His last story
fights the shadow of one large end-dot,
crude measurement, not lifesize.
It points to where he stood last in the wild wealth of days
seen in rosy reports from his future.
Small tinctures of reason none can swallow.
Had he strolled in
full health by the room that was to be his last
when one child or another was in the maternity wing?
You will always hold his children close, your hands held over their ears
as you wander howling rooms that will never be lived in.
Those days thought left to him are yours now,
rooms in the house given to you by a hideous crack in time.
In his library,
books with half their pages torn out
try to account for reasonable delights:
rooms he once measured out for a lovers' bed,
rooms he would hold aside for recreation.

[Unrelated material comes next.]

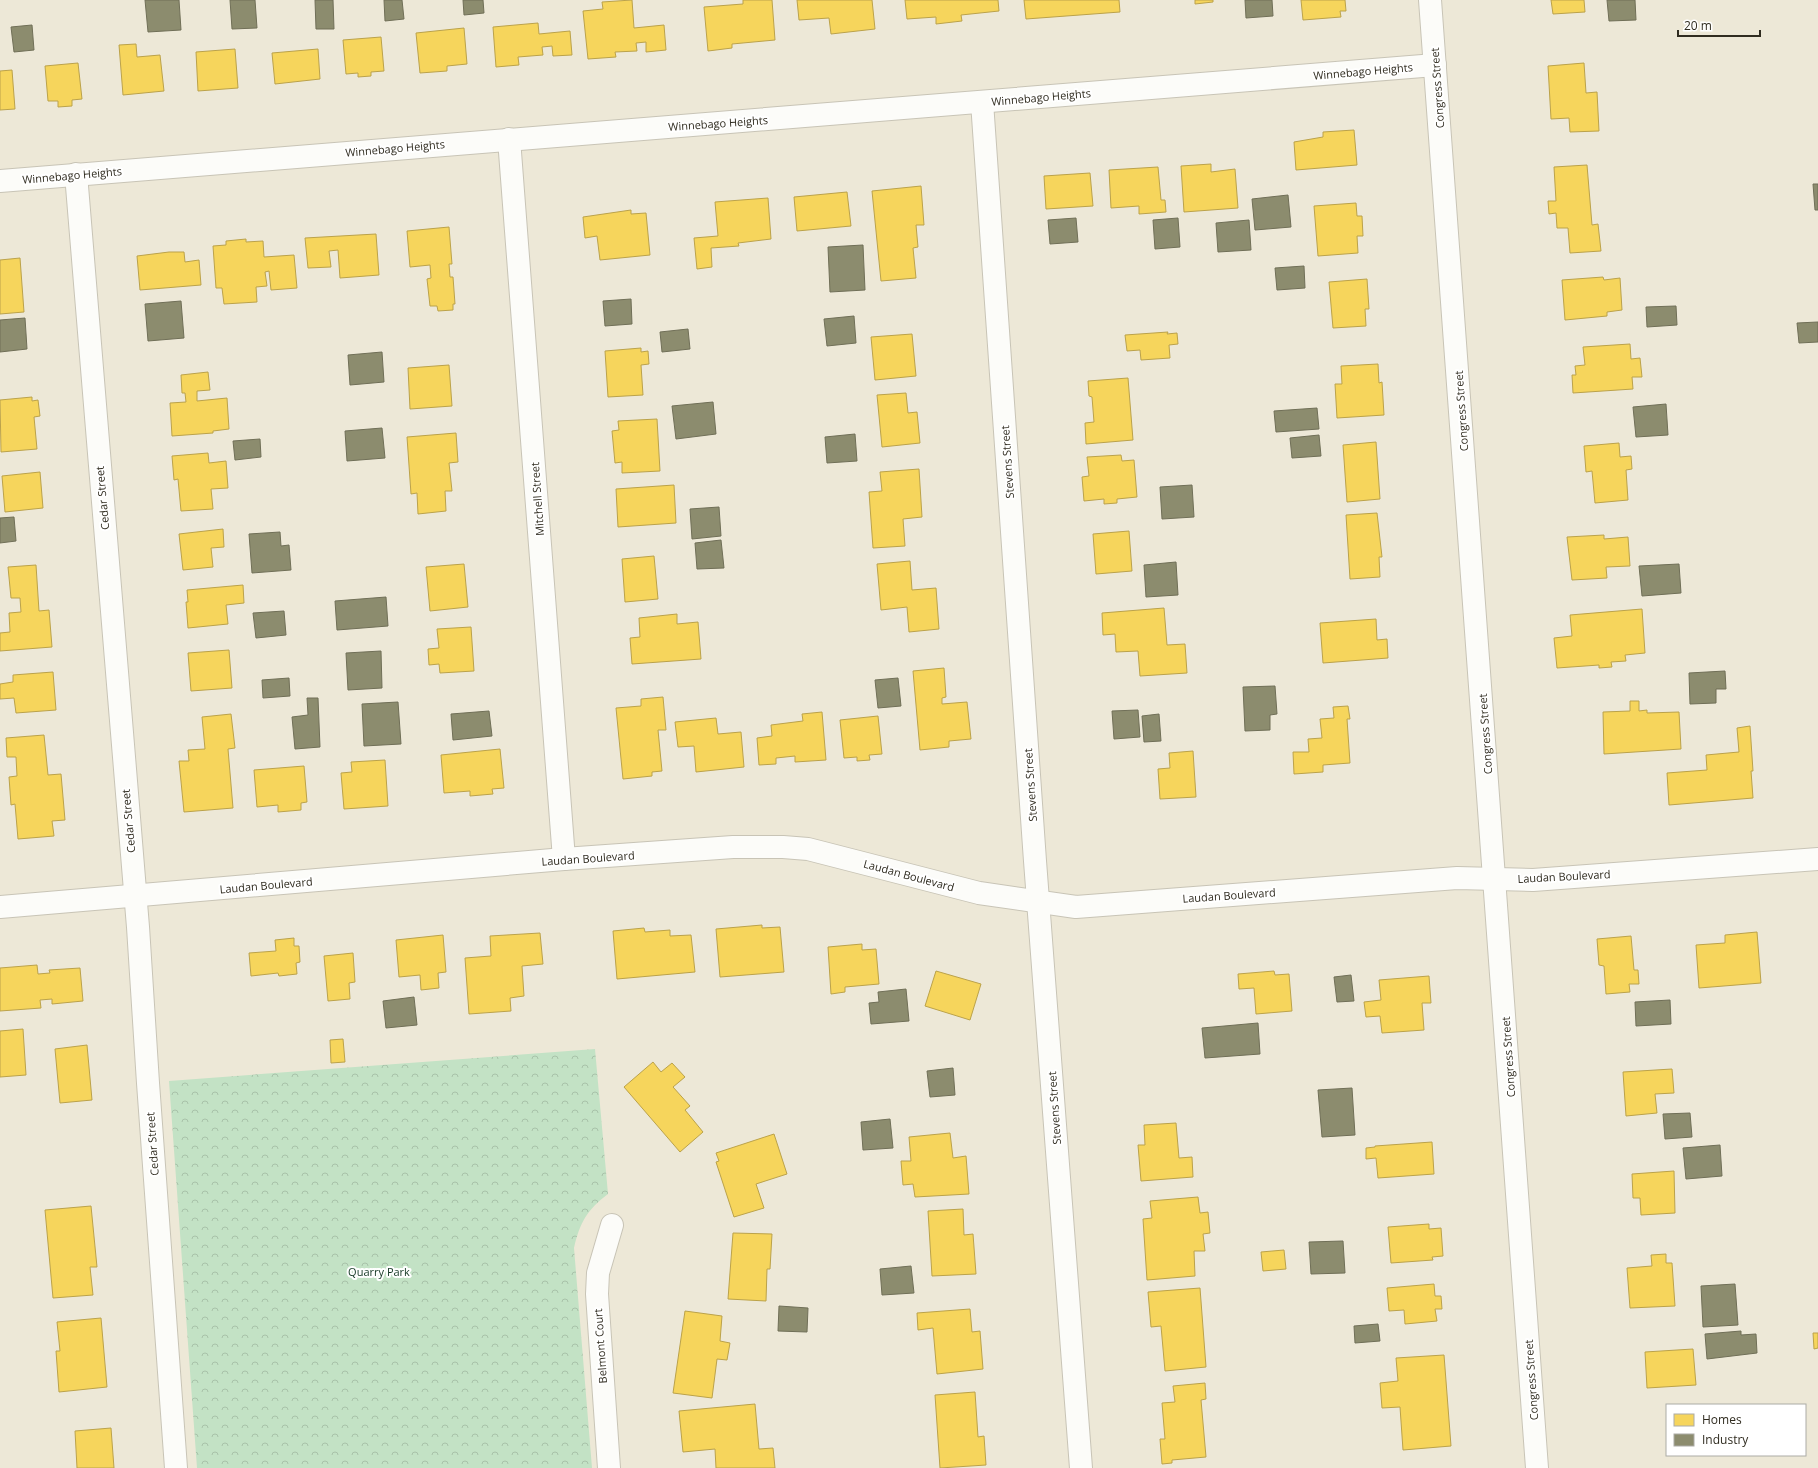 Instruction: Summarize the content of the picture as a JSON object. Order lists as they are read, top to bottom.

Your eyes will become a clever breeze
to seek out hidden twists & curves of rooms,
to flesh out, to embellish, to soundlessly file away
the unfinished in its finest, unreasonable array.

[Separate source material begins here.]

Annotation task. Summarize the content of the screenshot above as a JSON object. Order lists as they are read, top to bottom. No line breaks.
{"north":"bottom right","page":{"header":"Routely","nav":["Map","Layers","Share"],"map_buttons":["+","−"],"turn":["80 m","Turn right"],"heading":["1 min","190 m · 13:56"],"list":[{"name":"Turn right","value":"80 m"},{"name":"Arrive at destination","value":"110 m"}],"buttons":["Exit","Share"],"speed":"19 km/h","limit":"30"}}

To wheel through the ones where he considered children's names
or signed his name to cards he sent you.
Shadows across the
floors
are a dim crosshatch of good days & bad,
like opinions he made known, or did not,
lessons he taught, or did not find time for,
jars opened, jars saved ...
The sharp vernier of accident butchers a man's memory
& scatters it throughout his relations.
I did not know him.
Only your
damp & weary eyes that rake across
ignorant clods of brick & cold wood frame
that shudder with the howl
of their dull & unrepentant stillness.